[Start of Attachment]

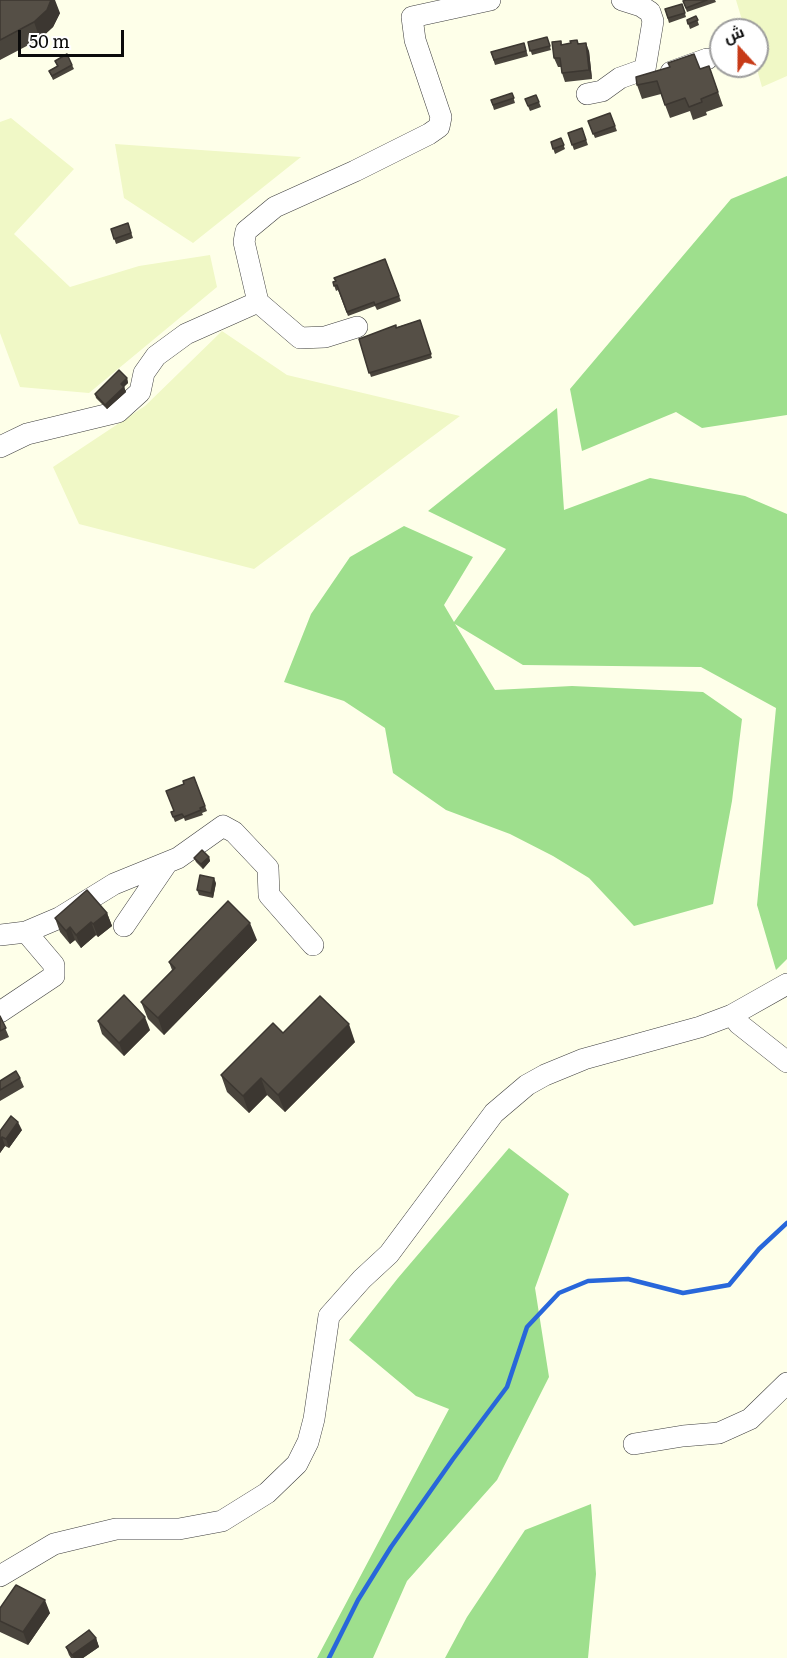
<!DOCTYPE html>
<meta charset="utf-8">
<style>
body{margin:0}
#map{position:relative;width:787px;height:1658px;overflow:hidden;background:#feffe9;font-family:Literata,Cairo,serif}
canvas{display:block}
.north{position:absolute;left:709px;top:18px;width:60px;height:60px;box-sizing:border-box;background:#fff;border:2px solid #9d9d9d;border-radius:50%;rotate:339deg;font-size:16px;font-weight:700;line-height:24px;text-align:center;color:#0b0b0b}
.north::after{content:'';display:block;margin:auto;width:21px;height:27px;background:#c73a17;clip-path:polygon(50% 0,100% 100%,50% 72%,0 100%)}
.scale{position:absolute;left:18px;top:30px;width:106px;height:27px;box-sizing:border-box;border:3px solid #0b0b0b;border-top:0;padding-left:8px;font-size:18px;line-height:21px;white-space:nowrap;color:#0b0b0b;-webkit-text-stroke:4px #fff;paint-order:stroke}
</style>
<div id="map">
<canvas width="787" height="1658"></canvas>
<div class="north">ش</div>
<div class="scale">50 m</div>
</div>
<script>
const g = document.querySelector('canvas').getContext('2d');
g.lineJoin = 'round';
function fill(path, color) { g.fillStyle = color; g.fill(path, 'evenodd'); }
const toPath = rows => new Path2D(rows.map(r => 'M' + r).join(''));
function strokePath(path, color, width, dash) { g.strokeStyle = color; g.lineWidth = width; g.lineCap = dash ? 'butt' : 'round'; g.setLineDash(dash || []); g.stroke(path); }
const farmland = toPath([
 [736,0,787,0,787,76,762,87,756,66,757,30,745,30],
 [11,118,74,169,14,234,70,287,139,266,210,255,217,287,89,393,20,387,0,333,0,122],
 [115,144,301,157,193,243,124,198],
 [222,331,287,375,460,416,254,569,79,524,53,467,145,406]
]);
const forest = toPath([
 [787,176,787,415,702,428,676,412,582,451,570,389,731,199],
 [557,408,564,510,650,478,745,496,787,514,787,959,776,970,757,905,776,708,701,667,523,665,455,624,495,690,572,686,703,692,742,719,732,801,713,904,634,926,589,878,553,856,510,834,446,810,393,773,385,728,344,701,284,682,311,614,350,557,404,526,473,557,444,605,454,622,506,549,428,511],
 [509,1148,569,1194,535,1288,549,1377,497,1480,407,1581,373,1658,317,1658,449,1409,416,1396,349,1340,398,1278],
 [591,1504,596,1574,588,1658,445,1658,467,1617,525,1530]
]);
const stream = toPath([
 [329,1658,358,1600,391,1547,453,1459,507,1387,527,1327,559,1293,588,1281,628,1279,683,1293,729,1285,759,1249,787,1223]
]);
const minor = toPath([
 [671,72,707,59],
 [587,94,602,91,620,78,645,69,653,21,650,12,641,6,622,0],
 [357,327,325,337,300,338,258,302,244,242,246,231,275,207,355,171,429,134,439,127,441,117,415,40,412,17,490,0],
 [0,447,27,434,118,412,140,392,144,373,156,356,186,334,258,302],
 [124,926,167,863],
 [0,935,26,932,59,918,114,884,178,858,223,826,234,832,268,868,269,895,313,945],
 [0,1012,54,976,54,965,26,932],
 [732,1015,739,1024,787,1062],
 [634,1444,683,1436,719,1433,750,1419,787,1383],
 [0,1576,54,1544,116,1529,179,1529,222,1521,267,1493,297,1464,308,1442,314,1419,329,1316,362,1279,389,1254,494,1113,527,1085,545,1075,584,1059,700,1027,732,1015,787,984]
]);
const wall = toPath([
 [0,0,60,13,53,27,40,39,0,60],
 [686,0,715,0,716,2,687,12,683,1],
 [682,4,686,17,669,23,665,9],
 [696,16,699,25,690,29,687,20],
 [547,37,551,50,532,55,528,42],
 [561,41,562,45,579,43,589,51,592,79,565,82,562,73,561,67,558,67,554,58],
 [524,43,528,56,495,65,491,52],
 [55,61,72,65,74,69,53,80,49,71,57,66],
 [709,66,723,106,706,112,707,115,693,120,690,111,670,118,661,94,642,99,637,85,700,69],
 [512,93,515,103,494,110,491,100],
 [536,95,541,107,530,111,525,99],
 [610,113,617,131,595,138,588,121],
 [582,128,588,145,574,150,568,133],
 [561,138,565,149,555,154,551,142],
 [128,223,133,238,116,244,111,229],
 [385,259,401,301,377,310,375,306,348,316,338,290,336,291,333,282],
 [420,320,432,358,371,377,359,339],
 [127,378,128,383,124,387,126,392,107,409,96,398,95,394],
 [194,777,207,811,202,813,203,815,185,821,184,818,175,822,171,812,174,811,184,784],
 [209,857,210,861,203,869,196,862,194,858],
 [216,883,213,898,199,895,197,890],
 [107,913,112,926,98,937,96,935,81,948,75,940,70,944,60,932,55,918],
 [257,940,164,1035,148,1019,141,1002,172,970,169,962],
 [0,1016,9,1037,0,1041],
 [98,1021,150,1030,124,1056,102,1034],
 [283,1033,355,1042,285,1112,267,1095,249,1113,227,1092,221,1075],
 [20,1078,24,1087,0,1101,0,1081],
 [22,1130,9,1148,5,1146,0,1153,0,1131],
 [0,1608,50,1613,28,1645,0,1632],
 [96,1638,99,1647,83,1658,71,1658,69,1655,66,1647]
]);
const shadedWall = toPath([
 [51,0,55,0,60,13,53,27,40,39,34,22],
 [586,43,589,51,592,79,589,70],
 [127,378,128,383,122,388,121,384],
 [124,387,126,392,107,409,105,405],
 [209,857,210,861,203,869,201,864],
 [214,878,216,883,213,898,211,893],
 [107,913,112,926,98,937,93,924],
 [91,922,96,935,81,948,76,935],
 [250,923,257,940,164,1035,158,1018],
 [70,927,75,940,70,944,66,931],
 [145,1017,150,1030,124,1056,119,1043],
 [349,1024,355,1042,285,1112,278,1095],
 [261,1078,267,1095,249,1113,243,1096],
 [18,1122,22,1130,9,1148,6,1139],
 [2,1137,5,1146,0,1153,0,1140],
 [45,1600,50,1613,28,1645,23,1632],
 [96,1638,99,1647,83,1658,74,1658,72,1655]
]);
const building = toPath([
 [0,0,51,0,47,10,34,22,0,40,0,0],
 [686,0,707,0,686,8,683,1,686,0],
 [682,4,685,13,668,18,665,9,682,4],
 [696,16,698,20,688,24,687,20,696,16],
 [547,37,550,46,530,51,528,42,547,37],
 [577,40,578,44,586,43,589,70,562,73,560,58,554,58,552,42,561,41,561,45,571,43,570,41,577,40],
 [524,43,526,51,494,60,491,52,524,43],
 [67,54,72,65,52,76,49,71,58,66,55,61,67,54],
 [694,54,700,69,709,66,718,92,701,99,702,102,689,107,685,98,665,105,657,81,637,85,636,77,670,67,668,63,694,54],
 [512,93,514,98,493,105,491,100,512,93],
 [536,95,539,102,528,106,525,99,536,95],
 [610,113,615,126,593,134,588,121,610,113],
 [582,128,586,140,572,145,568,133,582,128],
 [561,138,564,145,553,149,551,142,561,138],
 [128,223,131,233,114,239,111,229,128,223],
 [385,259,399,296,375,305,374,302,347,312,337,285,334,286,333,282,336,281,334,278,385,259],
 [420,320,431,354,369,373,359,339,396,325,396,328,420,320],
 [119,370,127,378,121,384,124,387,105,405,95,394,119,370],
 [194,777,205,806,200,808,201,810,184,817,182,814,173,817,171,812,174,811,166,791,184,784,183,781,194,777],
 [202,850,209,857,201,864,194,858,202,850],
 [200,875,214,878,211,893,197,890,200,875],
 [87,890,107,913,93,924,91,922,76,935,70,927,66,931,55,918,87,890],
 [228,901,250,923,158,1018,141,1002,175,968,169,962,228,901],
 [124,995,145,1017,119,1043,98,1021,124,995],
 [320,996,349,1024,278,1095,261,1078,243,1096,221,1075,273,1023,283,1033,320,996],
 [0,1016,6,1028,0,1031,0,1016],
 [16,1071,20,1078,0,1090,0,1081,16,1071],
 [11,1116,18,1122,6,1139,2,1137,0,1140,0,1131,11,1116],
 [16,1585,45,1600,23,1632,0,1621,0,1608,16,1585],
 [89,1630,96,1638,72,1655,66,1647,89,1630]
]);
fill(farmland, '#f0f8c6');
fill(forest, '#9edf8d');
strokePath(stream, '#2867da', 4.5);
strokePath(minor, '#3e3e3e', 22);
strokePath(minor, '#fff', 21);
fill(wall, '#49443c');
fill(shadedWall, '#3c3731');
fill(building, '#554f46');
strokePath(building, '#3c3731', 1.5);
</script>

[End of Attachment]

# Task requirements
Copy each line of the data that includes the word "canvas".

# Answer for this exercise
canvas{display:block}
<canvas width="787" height="1658"></canvas>
const g = document.querySelector('canvas').getContext('2d');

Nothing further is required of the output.